Creating an Agent

Author: Alexander Holden Miller

In this tutorial, we’ll be setting up an agent which learns from the data it sees to produce the right answers.

For this agent, we’ll be implementing a simple GRU Seq2Seq agent based on Sequence to Sequence Learning with Neural Networks (Sutskever et al. 2014) and Sean Robertson’s Seq2Seq PyTorch tutorial.

Part 1: Naming Things

In order to make programmatic importing easier, we use a simple naming scheme for our models, so that on the command line we can just type “–model seq2seq” to load up the seq2seq model.

To this end, we create a folder under parlai/agents with the name seqseq, and then put an empty file there along with Then, we name our agent “Seq2seqAgent”.

This way, “–model seq2seq” can translate to “parlai.agents.seq2seq.seq2seq:Seq2seqAgent”. Underscores in the name become capitals in the class name: “–model local_human” resides at “parlai.agents.local_human.local_human:LocalHumanAgent”. If you need to put a model at a different path, you can specify the full path on the command line in the format above (with a colon in front of the class name). For example, “–model parlai.agents.remote_agent.remote_agent:ParsedRemoteAgent”.

Part 2: Main Agent Methods

First off, generally we should inherit from the Agent class in parlai.core.agents. This provides us with some default implementations (often, pass) of some utility functions like “shutdown”.

First let’s focus on the primary functions to implement: __init__, observe, and act.

The standard initialization parameters for agents are a dict of command-line parameters opt and an optional dict of shared parameters called shared.

For our Seq2Seq model we’ll call our parent init method, which does a few basic operations like setting self.observation to None and creating a deep copy of the opt dict.

Then, we do a check to see if the shared parameter is set. When it is not None, it’s telling this instance to initialize with this particular state, as this instance will be used either for batched or hogwild training (depending on your preference). We’ll take a quick digression to describe how batching is set up.

Batching Example

Let’s say we are training our seq2seq model on babi:task10k:1. What happens behind the scenes for a batch size of 4 is that we actually create four shared versions of the bAbI Task10k teacher, and four shared versions of the seq2seq agent. These shared versions are initialized from the originals: for the bAbI teachers, they inherit the data from their parent agent, but they each have their own local state such as the current example they’re showing or how far through a bAbI episode they are (bAbI task 1 has five examples per episode). For the seq2seq agent, each shared agent is keeping track of the previous examples they’ve seen in this same episode, since each observation does not repeat previously seen but related information–the agent has to remember it.

For example, in the first example the agent could get something like the following: “John is in the bathroom. Mary is in the kitchen. Where is Mary?” And in the second example in the episode, the agent could get: “Mary picked up the milk. Mary went to the hallway. Where is John?” Here, the answer is in the first example’s context, so the agent had to remember it.

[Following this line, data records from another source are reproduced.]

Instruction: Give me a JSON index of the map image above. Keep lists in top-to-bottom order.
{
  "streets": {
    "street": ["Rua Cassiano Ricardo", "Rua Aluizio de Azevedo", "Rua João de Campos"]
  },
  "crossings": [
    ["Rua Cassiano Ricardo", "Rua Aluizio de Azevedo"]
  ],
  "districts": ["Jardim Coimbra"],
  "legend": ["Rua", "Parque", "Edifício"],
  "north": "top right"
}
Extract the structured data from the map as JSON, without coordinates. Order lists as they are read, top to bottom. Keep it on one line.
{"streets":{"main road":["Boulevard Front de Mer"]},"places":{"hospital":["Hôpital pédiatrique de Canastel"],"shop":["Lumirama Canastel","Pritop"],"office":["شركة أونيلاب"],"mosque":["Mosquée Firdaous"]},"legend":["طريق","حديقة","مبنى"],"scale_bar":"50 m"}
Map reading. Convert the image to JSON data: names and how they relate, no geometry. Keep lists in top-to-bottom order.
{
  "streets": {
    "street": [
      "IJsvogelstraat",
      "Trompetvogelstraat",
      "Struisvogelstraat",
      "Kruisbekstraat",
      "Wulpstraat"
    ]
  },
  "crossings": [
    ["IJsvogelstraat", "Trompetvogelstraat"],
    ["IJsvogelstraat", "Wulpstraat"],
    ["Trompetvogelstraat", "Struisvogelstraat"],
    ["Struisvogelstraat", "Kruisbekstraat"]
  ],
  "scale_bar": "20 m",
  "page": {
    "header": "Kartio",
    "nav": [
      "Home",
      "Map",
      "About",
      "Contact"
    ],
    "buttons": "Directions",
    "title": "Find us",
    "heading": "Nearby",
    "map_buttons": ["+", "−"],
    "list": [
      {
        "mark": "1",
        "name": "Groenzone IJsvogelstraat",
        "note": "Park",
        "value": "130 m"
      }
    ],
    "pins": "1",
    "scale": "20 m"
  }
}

Observations are generated by calling the act function on each teacher, then passing those observations to each agent by calling the observe function of the shared agents. The agents are free to transform the previous observation (for example, prepending previously seen text from the same episode, if applicable). These transformed observations are packed into a list, which is then passed to batch_act function our agent implements. We can implement batch_act differently from the simple act function to take advantage of the effects of batching over multiple examples when executing or updating our model.

Thus, since our agent’s shared-instances will only be used to keep track of state particular to their sequence of examples in the batch, we have barely anything to do when setting these shared instances up: we just initialize the self.episodeDone flag so we know whether we are in the middle of an episode or not.

The full initialization of the model is included further below, but is very particular to this particular implementation. Let’s talk more about the primary agent functions we need to define first.

Observing and Acting

Let’s take a look at the observe function. Here, we can modify the observation dict if necessary, and then return it to be queued for batching.

In this version, we first make a deep copy of the observation. Then, if this is not the first entry in an episode (some datasets like SQuAD have only one entry for every episode, but others like bAbI have multiple), then we prepend the previous text to the current text. We use a newline to separate them in case the model wants to recognize the difference between different lines.

Then, we store whether this is the last entry in the episode so that we’ll be ready to reset next time if we need to.

def observe(self, observation):
    observation = copy.deepcopy(observation)
    if not self.episode_done:
        # if the last example wasn't the end of an episode, then we need to
        # recall what was said in that example
        prev_dialogue = self.observation['text']
        observation['text'] = prev_dialogue + '\n' + observation['text']
    self.observation = observation
    self.episode_done = observation['episode_done']
    return observation

Next up is the act function. Since we are going to implement a batched version, we’ll just call the batched version from our single-example act to reduce code duplication. The performance hit here won’t matter much since we’ll only use a batch size of one when debugging.

def act(self):
    # call batch_act with this batch of one
    return self.batch_act([self.observation])[0]

Now it’s time for the batch_act function. This function gets a list of length batchsize of observations and returns a list of the same length with this agent’s replies.

We’ll follow this loose format:

  1. Set up our list of dicts to send back as replies, with the agent’s ID set.
  2. Convert the incoming observations into tensors to feed into our model.
  3. Produce predictions on the input text using the model. If labels were provided, update the model as well.
  4. Unpack the predictions into the reply dicts and return them.
def batch_act(self, observations):
    batchsize = len(observations)
    # initialize a table of replies with this agent's id
    batch_reply = [{'id': self.getID()} for _ in range(batchsize)]

    # convert the observations into batches of inputs and targets
    # valid_inds tells us the indices of all valid examples
    # e.g. for input [{}, {'text': 'hello'}, {}, {}], valid_inds is [1]
    # since the other three elements had no 'text' field
    xs, ys, valid_inds = self.batchify(observations)

    if len(xs) == 0:
        # no valid examples, just return the empty responses we set up
        return batch_reply

    # produce predictions either way, but use the targets if available
    predictions = self.predict(xs, ys)

    for i in range(len(predictions)):
        # map the predictions back to non-empty examples in the batch
        # we join with spaces since we produce tokens one at a time
        batch_reply[valid_inds[i]]['text'] = ' '.join(
            c for c in predictions[i] if c != self.EOS)

    return batch_reply

Since the implementation of batchify and predict are particular to our model, we’ll table those for now. Next up, we’ll cover some of the other methods in the Agent API.

Part 3: Extended Agent API

There are a few other useful methods you may want to define in your agent to take of additional functionality one might want during training. Many of these functions will be automatically called if you use our example training function to train your model.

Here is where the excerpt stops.